The expected output is the complete listing, copied exactly.

[Opening DATA UNDER STUDY section]

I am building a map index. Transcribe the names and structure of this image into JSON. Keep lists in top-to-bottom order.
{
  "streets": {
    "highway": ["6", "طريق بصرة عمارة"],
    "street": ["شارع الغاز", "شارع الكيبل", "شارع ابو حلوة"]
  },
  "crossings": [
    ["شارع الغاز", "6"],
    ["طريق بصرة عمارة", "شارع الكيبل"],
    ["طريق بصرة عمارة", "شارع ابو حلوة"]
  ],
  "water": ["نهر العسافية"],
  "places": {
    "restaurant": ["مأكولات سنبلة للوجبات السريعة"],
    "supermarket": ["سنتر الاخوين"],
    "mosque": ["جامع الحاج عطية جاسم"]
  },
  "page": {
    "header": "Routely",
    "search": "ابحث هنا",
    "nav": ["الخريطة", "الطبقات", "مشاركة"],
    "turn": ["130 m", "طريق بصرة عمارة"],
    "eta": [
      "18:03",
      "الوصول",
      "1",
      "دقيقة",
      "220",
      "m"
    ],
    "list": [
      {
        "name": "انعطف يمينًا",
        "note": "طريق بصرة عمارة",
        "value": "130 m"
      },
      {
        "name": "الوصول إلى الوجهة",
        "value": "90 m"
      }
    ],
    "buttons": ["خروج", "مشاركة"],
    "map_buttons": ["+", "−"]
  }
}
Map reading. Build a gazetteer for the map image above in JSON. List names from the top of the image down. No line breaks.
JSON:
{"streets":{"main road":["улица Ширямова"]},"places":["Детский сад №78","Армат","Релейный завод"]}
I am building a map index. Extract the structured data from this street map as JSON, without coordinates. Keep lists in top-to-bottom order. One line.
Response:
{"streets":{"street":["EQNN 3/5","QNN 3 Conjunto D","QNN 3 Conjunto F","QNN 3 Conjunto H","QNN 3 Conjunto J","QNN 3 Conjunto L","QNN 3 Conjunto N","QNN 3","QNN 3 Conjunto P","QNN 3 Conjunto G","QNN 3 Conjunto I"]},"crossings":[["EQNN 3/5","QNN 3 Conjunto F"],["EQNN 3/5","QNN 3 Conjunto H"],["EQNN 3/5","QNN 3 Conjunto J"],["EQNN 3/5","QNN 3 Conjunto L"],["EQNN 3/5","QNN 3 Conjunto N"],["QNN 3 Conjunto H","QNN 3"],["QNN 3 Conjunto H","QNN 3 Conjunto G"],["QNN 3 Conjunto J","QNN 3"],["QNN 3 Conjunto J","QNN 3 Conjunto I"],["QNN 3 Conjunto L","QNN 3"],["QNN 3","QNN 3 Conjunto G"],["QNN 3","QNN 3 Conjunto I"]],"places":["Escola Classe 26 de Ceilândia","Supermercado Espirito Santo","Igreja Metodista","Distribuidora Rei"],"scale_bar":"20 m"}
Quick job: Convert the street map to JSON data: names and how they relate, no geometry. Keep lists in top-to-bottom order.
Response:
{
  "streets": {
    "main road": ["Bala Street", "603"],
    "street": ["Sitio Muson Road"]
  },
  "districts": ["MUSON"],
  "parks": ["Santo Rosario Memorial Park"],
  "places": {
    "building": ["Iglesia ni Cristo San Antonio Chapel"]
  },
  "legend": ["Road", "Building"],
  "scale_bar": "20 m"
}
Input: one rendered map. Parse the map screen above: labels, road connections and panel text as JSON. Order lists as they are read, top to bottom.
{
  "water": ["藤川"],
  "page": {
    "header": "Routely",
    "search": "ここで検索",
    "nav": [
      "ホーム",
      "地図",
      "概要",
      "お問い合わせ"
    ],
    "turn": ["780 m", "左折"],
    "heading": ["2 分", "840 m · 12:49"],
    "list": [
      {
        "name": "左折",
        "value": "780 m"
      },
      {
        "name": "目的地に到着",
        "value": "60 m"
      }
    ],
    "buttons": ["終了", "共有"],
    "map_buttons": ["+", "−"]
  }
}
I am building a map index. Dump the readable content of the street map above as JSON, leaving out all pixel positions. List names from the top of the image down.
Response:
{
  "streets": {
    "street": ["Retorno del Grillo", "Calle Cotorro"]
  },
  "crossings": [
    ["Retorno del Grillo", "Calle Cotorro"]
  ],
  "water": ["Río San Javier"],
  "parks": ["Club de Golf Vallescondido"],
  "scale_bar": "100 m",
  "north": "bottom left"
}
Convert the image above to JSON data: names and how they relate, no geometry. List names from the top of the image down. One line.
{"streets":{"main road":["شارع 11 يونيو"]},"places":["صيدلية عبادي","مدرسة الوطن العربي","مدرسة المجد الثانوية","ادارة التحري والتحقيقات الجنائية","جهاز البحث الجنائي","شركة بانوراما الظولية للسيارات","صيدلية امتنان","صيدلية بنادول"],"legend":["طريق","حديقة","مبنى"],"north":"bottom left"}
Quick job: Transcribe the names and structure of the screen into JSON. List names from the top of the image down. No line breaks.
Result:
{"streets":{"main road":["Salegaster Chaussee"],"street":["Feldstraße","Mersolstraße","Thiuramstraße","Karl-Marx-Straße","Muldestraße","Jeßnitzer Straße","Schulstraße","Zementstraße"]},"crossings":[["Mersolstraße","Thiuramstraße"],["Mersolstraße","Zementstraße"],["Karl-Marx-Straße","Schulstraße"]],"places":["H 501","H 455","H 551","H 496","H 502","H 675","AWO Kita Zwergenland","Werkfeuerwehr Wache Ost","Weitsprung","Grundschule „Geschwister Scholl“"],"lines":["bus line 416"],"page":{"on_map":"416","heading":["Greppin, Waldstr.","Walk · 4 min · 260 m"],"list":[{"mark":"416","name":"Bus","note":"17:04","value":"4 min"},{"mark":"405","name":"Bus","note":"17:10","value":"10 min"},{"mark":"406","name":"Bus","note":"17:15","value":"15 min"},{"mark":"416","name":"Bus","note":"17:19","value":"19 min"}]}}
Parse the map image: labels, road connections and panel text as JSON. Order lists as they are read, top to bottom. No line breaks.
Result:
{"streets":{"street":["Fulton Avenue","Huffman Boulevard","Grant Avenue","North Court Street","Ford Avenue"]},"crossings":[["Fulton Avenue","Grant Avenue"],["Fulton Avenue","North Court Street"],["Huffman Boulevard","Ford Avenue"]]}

[Closing DATA UNDER STUDY section]

__EXERCISE OUTPUT__
I am building a map index. Transcribe the names and structure of this image into JSON. Keep lists in top-to-bottom order.
{
  "streets": {
    "highway": ["6", "طريق بصرة عمارة"],
    "street": ["شارع الغاز", "شارع الكيبل", "شارع ابو حلوة"]
  },
  "crossings": [
    ["شارع الغاز", "6"],
    ["طريق بصرة عمارة", "شارع الكيبل"],
    ["طريق بصرة عمارة", "شارع ابو حلوة"]
  ],
  "water": ["نهر العسافية"],
  "places": {
    "restaurant": ["مأكولات سنبلة للوجبات السريعة"],
    "supermarket": ["سنتر الاخوين"],
    "mosque": ["جامع الحاج عطية جاسم"]
  },
  "page": {
    "header": "Routely",
    "search": "ابحث هنا",
    "nav": ["الخريطة", "الطبقات", "مشاركة"],
    "turn": ["130 m", "طريق بصرة عمارة"],
    "eta": [
      "18:03",
      "الوصول",
      "1",
      "دقيقة",
      "220",
      "m"
    ],
    "list": [
      {
        "name": "انعطف يمينًا",
        "note": "طريق بصرة عمارة",
        "value": "130 m"
      },
      {
        "name": "الوصول إلى الوجهة",
        "value": "90 m"
      }
    ],
    "buttons": ["خروج", "مشاركة"],
    "map_buttons": ["+", "−"]
  }
}
Map reading. Build a gazetteer for the map image above in JSON. List names from the top of the image down. No line breaks.
JSON:
{"streets":{"main road":["улица Ширямова"]},"places":["Детский сад №78","Армат","Релейный завод"]}
I am building a map index. Extract the structured data from this street map as JSON, without coordinates. Keep lists in top-to-bottom order. One line.
Response:
{"streets":{"street":["EQNN 3/5","QNN 3 Conjunto D","QNN 3 Conjunto F","QNN 3 Conjunto H","QNN 3 Conjunto J","QNN 3 Conjunto L","QNN 3 Conjunto N","QNN 3","QNN 3 Conjunto P","QNN 3 Conjunto G","QNN 3 Conjunto I"]},"crossings":[["EQNN 3/5","QNN 3 Conjunto F"],["EQNN 3/5","QNN 3 Conjunto H"],["EQNN 3/5","QNN 3 Conjunto J"],["EQNN 3/5","QNN 3 Conjunto L"],["EQNN 3/5","QNN 3 Conjunto N"],["QNN 3 Conjunto H","QNN 3"],["QNN 3 Conjunto H","QNN 3 Conjunto G"],["QNN 3 Conjunto J","QNN 3"],["QNN 3 Conjunto J","QNN 3 Conjunto I"],["QNN 3 Conjunto L","QNN 3"],["QNN 3","QNN 3 Conjunto G"],["QNN 3","QNN 3 Conjunto I"]],"places":["Escola Classe 26 de Ceilândia","Supermercado Espirito Santo","Igreja Metodista","Distribuidora Rei"],"scale_bar":"20 m"}
Quick job: Convert the street map to JSON data: names and how they relate, no geometry. Keep lists in top-to-bottom order.
Response:
{
  "streets": {
    "main road": ["Bala Street", "603"],
    "street": ["Sitio Muson Road"]
  },
  "districts": ["MUSON"],
  "parks": ["Santo Rosario Memorial Park"],
  "places": {
    "building": ["Iglesia ni Cristo San Antonio Chapel"]
  },
  "legend": ["Road", "Building"],
  "scale_bar": "20 m"
}
Input: one rendered map. Parse the map screen above: labels, road connections and panel text as JSON. Order lists as they are read, top to bottom.
{
  "water": ["藤川"],
  "page": {
    "header": "Routely",
    "search": "ここで検索",
    "nav": [
      "ホーム",
      "地図",
      "概要",
      "お問い合わせ"
    ],
    "turn": ["780 m", "左折"],
    "heading": ["2 分", "840 m · 12:49"],
    "list": [
      {
        "name": "左折",
        "value": "780 m"
      },
      {
        "name": "目的地に到着",
        "value": "60 m"
      }
    ],
    "buttons": ["終了", "共有"],
    "map_buttons": ["+", "−"]
  }
}
I am building a map index. Dump the readable content of the street map above as JSON, leaving out all pixel positions. List names from the top of the image down.
Response:
{
  "streets": {
    "street": ["Retorno del Grillo", "Calle Cotorro"]
  },
  "crossings": [
    ["Retorno del Grillo", "Calle Cotorro"]
  ],
  "water": ["Río San Javier"],
  "parks": ["Club de Golf Vallescondido"],
  "scale_bar": "100 m",
  "north": "bottom left"
}
Convert the image above to JSON data: names and how they relate, no geometry. List names from the top of the image down. One line.
{"streets":{"main road":["شارع 11 يونيو"]},"places":["صيدلية عبادي","مدرسة الوطن العربي","مدرسة المجد الثانوية","ادارة التحري والتحقيقات الجنائية","جهاز البحث الجنائي","شركة بانوراما الظولية للسيارات","صيدلية امتنان","صيدلية بنادول"],"legend":["طريق","حديقة","مبنى"],"north":"bottom left"}
Quick job: Transcribe the names and structure of the screen into JSON. List names from the top of the image down. No line breaks.
Result:
{"streets":{"main road":["Salegaster Chaussee"],"street":["Feldstraße","Mersolstraße","Thiuramstraße","Karl-Marx-Straße","Muldestraße","Jeßnitzer Straße","Schulstraße","Zementstraße"]},"crossings":[["Mersolstraße","Thiuramstraße"],["Mersolstraße","Zementstraße"],["Karl-Marx-Straße","Schulstraße"]],"places":["H 501","H 455","H 551","H 496","H 502","H 675","AWO Kita Zwergenland","Werkfeuerwehr Wache Ost","Weitsprung","Grundschule „Geschwister Scholl“"],"lines":["bus line 416"],"page":{"on_map":"416","heading":["Greppin, Waldstr.","Walk · 4 min · 260 m"],"list":[{"mark":"416","name":"Bus","note":"17:04","value":"4 min"},{"mark":"405","name":"Bus","note":"17:10","value":"10 min"},{"mark":"406","name":"Bus","note":"17:15","value":"15 min"},{"mark":"416","name":"Bus","note":"17:19","value":"19 min"}]}}
Parse the map image: labels, road connections and panel text as JSON. Order lists as they are read, top to bottom. No line breaks.
Result:
{"streets":{"street":["Fulton Avenue","Huffman Boulevard","Grant Avenue","North Court Street","Ford Avenue"]},"crossings":[["Fulton Avenue","Grant Avenue"],["Fulton Avenue","North Court Street"],["Huffman Boulevard","Ford Avenue"]]}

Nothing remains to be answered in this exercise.